You are to become a Mars Probe.  Your exercise, then, is to roam about this distant, seemingly inhospitable planet, gathering data, then reporting your findings back to Earth.

 How absurd and lacking in usefulness, you say, and yet you do more or less the same thing each time you compose any narrative, be it something quite simple such as any large city of your knowledge, any small, almost forgotten town of your acquaintance,or a living dorm in a university.  The fact of you using them transforms them into an alien world, much in need of such a probe or report.  The consequences of your use of such a place, whether it is an actual city or one of your extreme imagination, are that you have co-opted that place, made it yours.  Now it has a personality you've given it, its features your version of those features.  If these things were not so, you'd be copying that place or taking it for granted.  Why would anyone want to read your copied version of such a place when they could have Google Maps or some search engine description?

Which brings us then to the final accounting, in which your La Brea Tar Pits has to be different from the real La Brea Tar Pits, but not so different that it turns the reader of your story into a nit-picker, nipping away at the authenticity of your La Brea Tar Pits.

To carry the matter ahead,because as a younger person, you lived mere blocks from the La Brea Tar Pits, you often played there or hung out there, thinking the things prepuberty boys thought, playing many of the games they played, and convincing yourself that you could, if you listened with enough focus, hear the anguished cries of the animals trapped in the tar bogs.

Since you have the choices of characters, more or less hold auditions for them before casting them in your stories, you have them and their personality and attendant agendas as filters for the perceptions and impressions of a specific place in your story.  Frank tended to avoid the La Brea Tar Pits because whenever he was there, he experienced the sharp pull of an undifferentiated fear that something might happen to him.  One day, something did happen, differentiating itself in the fact of a glob of tar gumming up the drive chain on his bicycle.  "See," he scowls at himself, "I told you so.  That place is a jinx for me."

Billy, on the other hand, is fond of the place, spends all his spare time there, even to the point of packing himself peanut butter and jam sandwiches to take when he bikes his way over to its grounds.  no surprise that on one of Billy's outings there, he finds some small item of incredible archaeological interest.  Through the different lenses of these two characters, we get pictures of some of the Tar Pits interior and exterior qualities.

If you were to use that quasi-device known as the wide omniscient, you argue, you could "tell" the story and it would sound authentic.  You might argue that but you'd have a difficult tie convincing most of your readers who had any experience with reading fiction in this century.  And you do wish to be convincing. Go ahead, say it.  There is no harm in such an admission.  You wish to sound authentic and convincing as opposed to using strongly stated logic to argue your stories and characters into place.
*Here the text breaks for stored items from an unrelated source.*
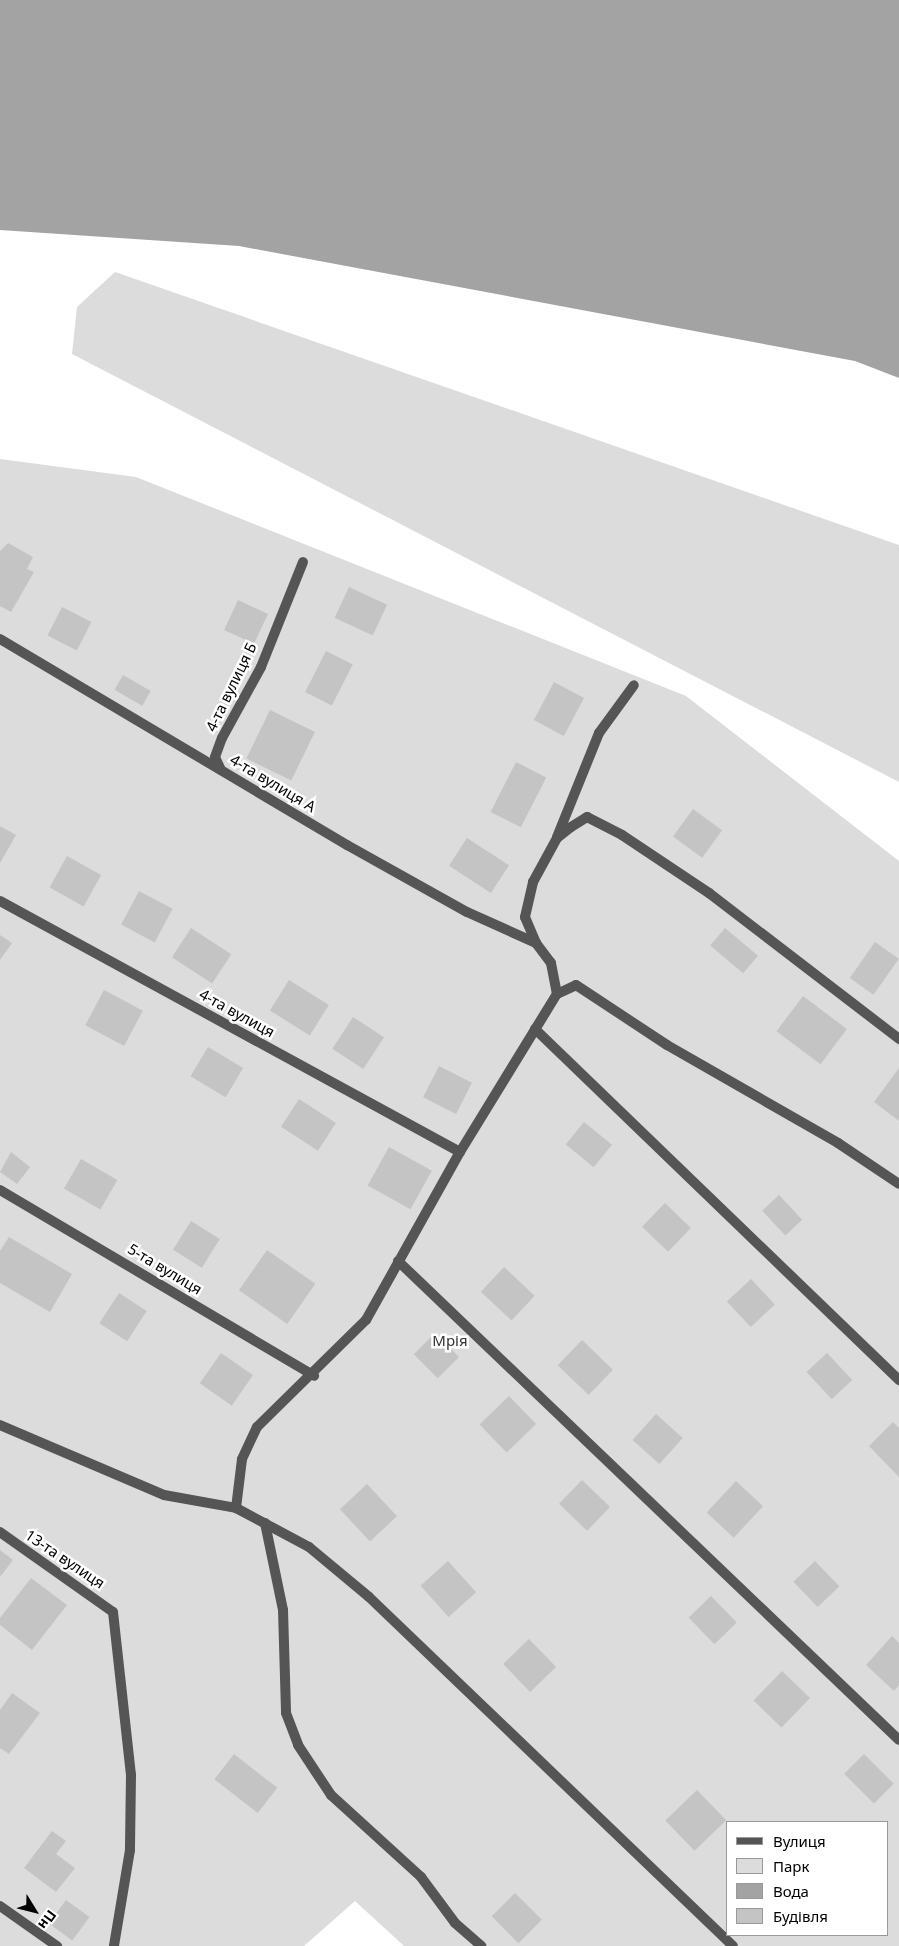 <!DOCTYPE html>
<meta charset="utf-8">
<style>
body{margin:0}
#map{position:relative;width:899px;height:1946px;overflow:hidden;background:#fff;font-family:"Noto Sans",sans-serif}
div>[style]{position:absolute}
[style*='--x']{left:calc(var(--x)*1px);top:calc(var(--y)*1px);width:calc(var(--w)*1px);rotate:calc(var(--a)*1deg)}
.green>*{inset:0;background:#dcdcdc}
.water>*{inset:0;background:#a3a3a3}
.building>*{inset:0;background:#c4c4c4;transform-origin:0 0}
.minor>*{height:10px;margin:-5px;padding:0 5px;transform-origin:5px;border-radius:5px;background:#555}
span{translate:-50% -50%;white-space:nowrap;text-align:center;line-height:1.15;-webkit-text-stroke:5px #fff;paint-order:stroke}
.street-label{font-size:15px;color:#000}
.park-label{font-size:15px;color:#333}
.legend{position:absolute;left:726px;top:1821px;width:162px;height:115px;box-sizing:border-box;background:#fff;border:1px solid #999;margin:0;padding:6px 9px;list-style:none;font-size:15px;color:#000}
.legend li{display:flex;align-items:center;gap:10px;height:25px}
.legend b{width:25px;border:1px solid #999}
.north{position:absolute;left:10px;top:1886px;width:50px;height:50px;-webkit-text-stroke:4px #fff;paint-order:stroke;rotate:126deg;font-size:14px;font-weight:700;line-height:20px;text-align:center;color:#000}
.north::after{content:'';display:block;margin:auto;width:18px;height:22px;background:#000;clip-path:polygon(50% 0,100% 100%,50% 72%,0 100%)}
</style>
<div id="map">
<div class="green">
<i style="clip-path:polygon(115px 272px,899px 545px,899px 782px,72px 354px,77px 307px)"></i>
<i style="clip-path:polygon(evenodd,0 459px,136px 477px,686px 696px,899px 861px,899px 1946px,404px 1946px,355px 1901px,304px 1946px,0 1946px,0 459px,728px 1822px,888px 1822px,888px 1935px,728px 1935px,728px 1822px)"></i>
</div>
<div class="water">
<i style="clip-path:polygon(0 0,899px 0,899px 378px,855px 361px,239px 246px,0 230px)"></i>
</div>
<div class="building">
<i style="clip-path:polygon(8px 543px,33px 557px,27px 569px,34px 572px,11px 612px,0 606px,0 551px)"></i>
<i style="left:349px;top:587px;width:42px;height:34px;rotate:25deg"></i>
<i style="left:238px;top:600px;width:33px;height:33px;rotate:25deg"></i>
<i style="left:62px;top:607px;width:33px;height:32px;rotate:27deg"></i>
<i style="left:326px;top:651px;width:30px;height:46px;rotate:27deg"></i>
<i style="left:123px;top:675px;width:32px;height:17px;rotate:30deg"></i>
<i style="left:554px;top:682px;width:34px;height:43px;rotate:28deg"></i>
<i style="left:270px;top:710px;width:50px;height:54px;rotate:26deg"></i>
<i style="left:516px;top:762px;width:34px;height:56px;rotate:27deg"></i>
<i style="left:693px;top:809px;width:36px;height:34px;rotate:36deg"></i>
<i style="clip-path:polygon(0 826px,16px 835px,0 863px)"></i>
<i style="left:467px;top:838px;width:50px;height:33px;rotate:33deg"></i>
<i style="left:67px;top:856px;width:39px;height:36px;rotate:29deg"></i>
<i style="left:139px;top:891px;width:38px;height:38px;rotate:28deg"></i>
<i style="left:191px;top:928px;width:48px;height:35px;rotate:33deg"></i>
<i style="left:725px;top:928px;width:43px;height:23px;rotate:40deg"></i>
<i style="clip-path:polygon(0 935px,12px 943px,0 960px)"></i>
<i style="left:875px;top:942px;width:29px;height:44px;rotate:35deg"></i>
<i style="left:289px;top:980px;width:47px;height:36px;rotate:32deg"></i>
<i style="left:104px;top:990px;width:44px;height:40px;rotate:28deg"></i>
<i style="left:803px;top:996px;width:55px;height:44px;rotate:37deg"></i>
<i style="left:353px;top:1017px;width:37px;height:38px;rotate:33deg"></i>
<i style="left:208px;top:1047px;width:41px;height:34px;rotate:31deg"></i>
<i style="left:439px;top:1066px;width:37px;height:35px;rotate:27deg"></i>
<i style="clip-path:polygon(899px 1068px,899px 1121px,874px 1102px)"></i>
<i style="left:299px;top:1099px;width:44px;height:33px;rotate:33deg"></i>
<i style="left:584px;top:1122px;width:36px;height:29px;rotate:39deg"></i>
<i style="left:389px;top:1147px;width:49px;height:44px;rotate:29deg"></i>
<i style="clip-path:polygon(11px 1152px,30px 1167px,17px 1184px,0 1172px)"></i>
<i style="left:81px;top:1159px;width:42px;height:34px;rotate:30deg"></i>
<i style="left:779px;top:1195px;width:34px;height:23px;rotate:47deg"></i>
<i style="left:665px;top:1203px;width:36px;height:33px;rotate:44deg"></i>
<i style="left:191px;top:1221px;width:34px;height:34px;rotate:32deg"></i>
<i style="clip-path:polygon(9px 1237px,72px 1274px,50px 1312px,0 1283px,0 1251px)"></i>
<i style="left:267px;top:1250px;width:59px;height:49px;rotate:35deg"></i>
<i style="left:504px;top:1267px;width:42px;height:34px;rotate:43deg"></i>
<i style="left:751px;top:1279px;width:35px;height:33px;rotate:47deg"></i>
<i style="left:119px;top:1293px;width:33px;height:36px;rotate:33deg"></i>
<i style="left:435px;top:1333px;width:34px;height:30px;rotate:45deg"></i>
<i style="left:582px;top:1340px;width:43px;height:35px;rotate:44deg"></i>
<i style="left:221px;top:1353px;width:39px;height:37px;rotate:35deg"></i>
<i style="left:827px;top:1353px;width:37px;height:28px;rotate:47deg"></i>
<i style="left:509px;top:1396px;width:39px;height:41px;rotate:46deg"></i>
<i style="left:656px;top:1414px;width:36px;height:35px;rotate:42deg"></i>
<i style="clip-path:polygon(893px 1422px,899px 1428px,899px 1477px,869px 1446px)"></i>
<i style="left:582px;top:1480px;width:39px;height:33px;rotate:44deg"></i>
<i style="left:736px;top:1481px;width:37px;height:43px;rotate:43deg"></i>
<i style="left:367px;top:1484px;width:44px;height:37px;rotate:47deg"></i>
<i style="clip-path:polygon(0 1550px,13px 1560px,0 1577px)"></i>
<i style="left:448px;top:1561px;width:42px;height:37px;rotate:48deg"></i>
<i style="left:815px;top:1561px;width:35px;height:30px;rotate:46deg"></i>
<i style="clip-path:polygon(31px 1578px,67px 1605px,32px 1650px,0 1625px,0 1618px)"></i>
<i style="left:711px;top:1596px;width:37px;height:31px;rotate:46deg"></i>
<i style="clip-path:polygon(892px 1636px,899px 1643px,899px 1685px,894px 1691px,866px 1665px)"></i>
<i style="left:529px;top:1639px;width:39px;height:36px;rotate:46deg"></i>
<i style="left:782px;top:1671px;width:39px;height:41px;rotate:44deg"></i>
<i style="clip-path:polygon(12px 1693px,40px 1713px,9px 1754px,0 1748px,0 1710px)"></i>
<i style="left:234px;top:1754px;width:55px;height:32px;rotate:38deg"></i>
<i style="left:864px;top:1754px;width:42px;height:28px;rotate:45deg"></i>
<i style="left:697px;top:1790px;width:42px;height:44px;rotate:46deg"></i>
<i style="clip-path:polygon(52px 1831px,66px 1841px,56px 1854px,75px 1868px,56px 1892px,24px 1868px)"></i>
<i style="left:515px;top:1893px;width:38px;height:33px;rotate:45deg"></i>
<i style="left:66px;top:1900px;width:29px;height:29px;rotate:36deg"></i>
</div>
<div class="minor">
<i style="--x:0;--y:639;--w:404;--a:30.7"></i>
<i style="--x:347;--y:845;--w:137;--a:29.2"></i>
<i style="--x:467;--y:912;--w:76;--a:24.2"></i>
<i style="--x:221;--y:770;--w:14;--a:-115"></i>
<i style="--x:215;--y:757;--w:20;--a:-70"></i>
<i style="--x:222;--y:738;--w:81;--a:-61.2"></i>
<i style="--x:261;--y:667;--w:113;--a:-68.2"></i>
<i style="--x:557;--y:837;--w:112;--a:-68"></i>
<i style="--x:599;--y:733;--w:59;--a:-53.9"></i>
<i style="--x:0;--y:901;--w:524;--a:28.62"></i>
<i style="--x:557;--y:994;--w:21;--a:-25"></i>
<i style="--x:576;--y:985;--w:109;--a:33.4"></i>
<i style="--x:667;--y:1045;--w:197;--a:29.8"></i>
<i style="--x:838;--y:1143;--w:73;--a:33.9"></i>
<i style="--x:535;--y:1029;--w:506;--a:43.96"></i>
<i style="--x:0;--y:1190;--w:365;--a:30.6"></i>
<i style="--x:398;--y:1261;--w:693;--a:43.71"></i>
<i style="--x:0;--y:1425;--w:178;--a:23.1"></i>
<i style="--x:164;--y:1495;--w:73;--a:10.2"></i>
<i style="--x:236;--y:1508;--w:83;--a:28.1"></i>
<i style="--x:309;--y:1547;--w:78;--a:39.8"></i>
<i style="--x:369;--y:1597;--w:504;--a:43.79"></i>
<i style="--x:236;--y:1508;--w:49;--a:-83"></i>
<i style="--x:242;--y:1459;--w:35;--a:-65"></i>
<i style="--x:257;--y:1427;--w:153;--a:-44.5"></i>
<i style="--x:366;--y:1320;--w:193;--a:-60.8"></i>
<i style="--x:460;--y:1152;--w:185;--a:-58.5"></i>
<i style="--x:557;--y:994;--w:32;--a:-101"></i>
<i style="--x:551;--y:963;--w:25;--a:-127"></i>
<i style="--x:536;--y:943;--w:28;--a:-113"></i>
<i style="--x:525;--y:917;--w:36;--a:-77"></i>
<i style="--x:533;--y:882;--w:50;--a:-61.4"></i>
<i style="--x:557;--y:838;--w:18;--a:-38"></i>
<i style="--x:571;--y:827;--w:19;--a:-32"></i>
<i style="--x:587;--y:817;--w:39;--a:27"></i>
<i style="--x:622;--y:835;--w:105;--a:33.7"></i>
<i style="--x:709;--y:893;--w:240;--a:37.5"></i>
<i style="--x:265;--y:1523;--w:89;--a:78.3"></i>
<i style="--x:283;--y:1610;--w:103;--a:88.3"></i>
<i style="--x:286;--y:1713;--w:34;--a:69"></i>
<i style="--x:298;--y:1745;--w:60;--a:56.6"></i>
<i style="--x:331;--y:1795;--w:122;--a:42.3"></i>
<i style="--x:421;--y:1877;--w:57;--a:53.5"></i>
<i style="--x:455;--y:1923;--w:35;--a:41"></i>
<i style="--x:0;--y:1532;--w:138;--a:35.3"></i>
<i style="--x:113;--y:1612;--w:164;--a:83.7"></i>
<i style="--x:131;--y:1775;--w:75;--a:90.8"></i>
<i style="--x:130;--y:1850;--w:97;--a:99.5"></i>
<i style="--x:0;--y:1906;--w:70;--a:35.1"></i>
</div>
<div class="street-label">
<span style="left:231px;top:687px;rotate:-64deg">4-та вулиця Б</span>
<span style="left:273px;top:783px;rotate:31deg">4-та вулиця А</span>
<span style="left:237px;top:1013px;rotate:29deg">4-та вулиця</span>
<span style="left:165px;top:1269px;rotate:31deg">5-та вулиця</span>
<span style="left:65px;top:1559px;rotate:34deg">13-та вулиця</span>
</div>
<div class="park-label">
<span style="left:450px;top:1341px">Мрія</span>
</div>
<ul class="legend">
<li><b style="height:6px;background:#555"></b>Вулиця</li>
<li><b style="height:14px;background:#dcdcdc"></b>Парк</li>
<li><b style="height:14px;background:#a3a3a3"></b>Вода</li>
<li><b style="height:14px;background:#c4c4c4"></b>Будівля</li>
</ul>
<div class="north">Пн</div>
</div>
Following such constructs and dramatic conventions, of a sudden the signposts begin to point in the direction of drama, of motive and the motions through which it moves on its course, who its most vulnerable targets are, and how they are likely to respond.

You might, in delegating necessary authority to your characters, arrive at an uncomfortable feeling akin to being asked for the keys of the family car.  At such moments, you have no wish to hear the argument that being in such a position is of great value to you, that you will look back on such incidents with the fondness of knowing they were inspirations for serious learning.  You have no wish to hear such discussions, yet you are well convinced of their validity.